# Using spaCy for Natural Language Processing

In [1]:
import spacy

Load your language model. "en" loads the small english model "en_core_web_sm" which is already installed.

In [2]:
nlp = spacy.load('en')

vocab is a storage class for vocabulary and other data shared across a language

In [3]:
nlp.vocab.length

478

In [4]:
nlp.vocab[0].text
# This statement will print out text, if there is an equivalent string for the hash value at that index of the vocab
# If you remove .text, it prints the hash value at the location
# 454 is the last index which can print a string

''

**Bonus:** *Can you find out whether the first index of vocab contains a number?
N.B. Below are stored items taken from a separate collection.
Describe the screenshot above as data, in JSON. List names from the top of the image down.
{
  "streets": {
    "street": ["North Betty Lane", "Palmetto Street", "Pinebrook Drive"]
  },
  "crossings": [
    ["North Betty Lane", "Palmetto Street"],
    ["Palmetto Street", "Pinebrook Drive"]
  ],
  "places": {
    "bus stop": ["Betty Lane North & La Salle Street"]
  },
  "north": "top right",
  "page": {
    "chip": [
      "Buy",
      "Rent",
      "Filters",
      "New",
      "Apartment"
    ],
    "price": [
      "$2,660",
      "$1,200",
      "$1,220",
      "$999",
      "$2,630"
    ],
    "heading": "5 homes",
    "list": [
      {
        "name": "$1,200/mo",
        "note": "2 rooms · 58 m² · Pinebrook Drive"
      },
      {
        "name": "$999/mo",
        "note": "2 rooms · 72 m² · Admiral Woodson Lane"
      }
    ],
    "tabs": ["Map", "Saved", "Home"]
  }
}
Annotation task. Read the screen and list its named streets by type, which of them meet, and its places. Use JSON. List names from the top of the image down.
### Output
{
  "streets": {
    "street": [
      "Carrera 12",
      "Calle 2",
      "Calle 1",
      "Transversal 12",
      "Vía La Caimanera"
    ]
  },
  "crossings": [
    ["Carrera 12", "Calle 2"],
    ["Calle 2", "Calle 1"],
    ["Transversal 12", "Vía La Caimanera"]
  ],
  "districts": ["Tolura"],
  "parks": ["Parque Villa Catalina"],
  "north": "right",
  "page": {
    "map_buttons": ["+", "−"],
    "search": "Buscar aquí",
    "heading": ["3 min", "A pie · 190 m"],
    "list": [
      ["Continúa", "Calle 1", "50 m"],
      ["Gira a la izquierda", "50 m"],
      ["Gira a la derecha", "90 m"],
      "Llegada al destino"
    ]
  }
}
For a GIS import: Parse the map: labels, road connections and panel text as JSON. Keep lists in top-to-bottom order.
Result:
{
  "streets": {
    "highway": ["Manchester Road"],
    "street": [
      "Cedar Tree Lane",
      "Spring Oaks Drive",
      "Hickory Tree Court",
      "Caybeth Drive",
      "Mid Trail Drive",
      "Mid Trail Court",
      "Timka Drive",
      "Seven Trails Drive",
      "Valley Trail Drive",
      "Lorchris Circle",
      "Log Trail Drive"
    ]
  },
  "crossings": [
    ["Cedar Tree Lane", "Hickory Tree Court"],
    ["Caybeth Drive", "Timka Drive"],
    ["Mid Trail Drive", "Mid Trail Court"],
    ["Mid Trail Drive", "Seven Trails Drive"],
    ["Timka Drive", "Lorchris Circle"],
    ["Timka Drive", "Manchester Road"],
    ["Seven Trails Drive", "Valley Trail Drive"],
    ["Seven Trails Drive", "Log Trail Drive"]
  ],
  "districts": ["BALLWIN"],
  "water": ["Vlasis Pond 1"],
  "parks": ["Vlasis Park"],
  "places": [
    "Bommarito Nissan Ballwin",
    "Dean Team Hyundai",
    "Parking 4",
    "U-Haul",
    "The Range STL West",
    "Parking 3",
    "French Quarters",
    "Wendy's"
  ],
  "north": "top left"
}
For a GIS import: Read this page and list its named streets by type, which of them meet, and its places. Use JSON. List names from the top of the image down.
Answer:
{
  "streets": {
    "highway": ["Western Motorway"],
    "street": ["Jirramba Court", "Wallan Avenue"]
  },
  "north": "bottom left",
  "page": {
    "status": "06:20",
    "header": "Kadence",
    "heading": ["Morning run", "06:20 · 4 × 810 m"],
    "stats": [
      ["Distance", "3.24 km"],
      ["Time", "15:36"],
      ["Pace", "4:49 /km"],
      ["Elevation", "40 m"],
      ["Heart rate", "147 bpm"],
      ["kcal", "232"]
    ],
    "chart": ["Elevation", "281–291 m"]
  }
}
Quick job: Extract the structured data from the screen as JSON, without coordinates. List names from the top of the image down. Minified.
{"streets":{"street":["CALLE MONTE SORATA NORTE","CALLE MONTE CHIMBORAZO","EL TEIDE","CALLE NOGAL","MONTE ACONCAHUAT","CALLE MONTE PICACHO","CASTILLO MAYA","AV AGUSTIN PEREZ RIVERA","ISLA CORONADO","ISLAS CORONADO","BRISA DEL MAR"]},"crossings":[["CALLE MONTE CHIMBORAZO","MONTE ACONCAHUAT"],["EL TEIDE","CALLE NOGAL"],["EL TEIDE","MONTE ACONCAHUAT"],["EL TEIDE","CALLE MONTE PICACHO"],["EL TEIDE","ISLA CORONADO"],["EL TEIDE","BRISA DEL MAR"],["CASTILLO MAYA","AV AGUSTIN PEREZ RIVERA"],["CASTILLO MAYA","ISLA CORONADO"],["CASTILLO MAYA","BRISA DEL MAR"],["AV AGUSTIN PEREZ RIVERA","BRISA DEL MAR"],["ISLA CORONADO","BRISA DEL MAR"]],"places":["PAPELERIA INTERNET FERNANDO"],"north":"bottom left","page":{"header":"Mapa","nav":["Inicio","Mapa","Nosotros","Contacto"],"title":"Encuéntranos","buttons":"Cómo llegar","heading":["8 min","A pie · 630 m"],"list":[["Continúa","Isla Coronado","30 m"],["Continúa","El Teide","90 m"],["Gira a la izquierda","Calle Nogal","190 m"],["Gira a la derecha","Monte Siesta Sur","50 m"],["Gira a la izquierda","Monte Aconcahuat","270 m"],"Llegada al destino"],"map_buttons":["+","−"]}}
An alphabet? Use nlp.vocab[].is_num and .is_alpha* 

## Exploring the pipeline

In [5]:
nlp.pipe_names

['tagger', 'parser', 'ner']

I've used the first line from Wizard of Oz. The article will explain some topics using the results from this, and other texts. Feel free to play around with them later!

In [6]:
text = "Dorothy lived in the midst of the great Kansas prairies, with Uncle Harry, who was a farmer, and Aunt Em, who was the farmer's wife."
doc_oz = nlp(text)

Tokens

In [7]:
[token.text for token in doc_oz]

['Dorothy',
 'lived',
 'in',
 'the',
 'midst',
 'of',
 'the',
 'great',
 'Kansas',
 'prairies',
 ',',
 'with',
 'Uncle',
 'Harry',
 ',',
 'who',
 'was',
 'a',
 'farmer',
 ',',
 'and',
 'Aunt',
 'Em',
 ',',
 'who',
 'was',
 'the',
 'farmer',
 "'s",
 'wife',
 '.']

### Part of Speech

In [8]:
[(token.text, token.pos_, spacy.explain(token.pos_)) for token in doc_oz]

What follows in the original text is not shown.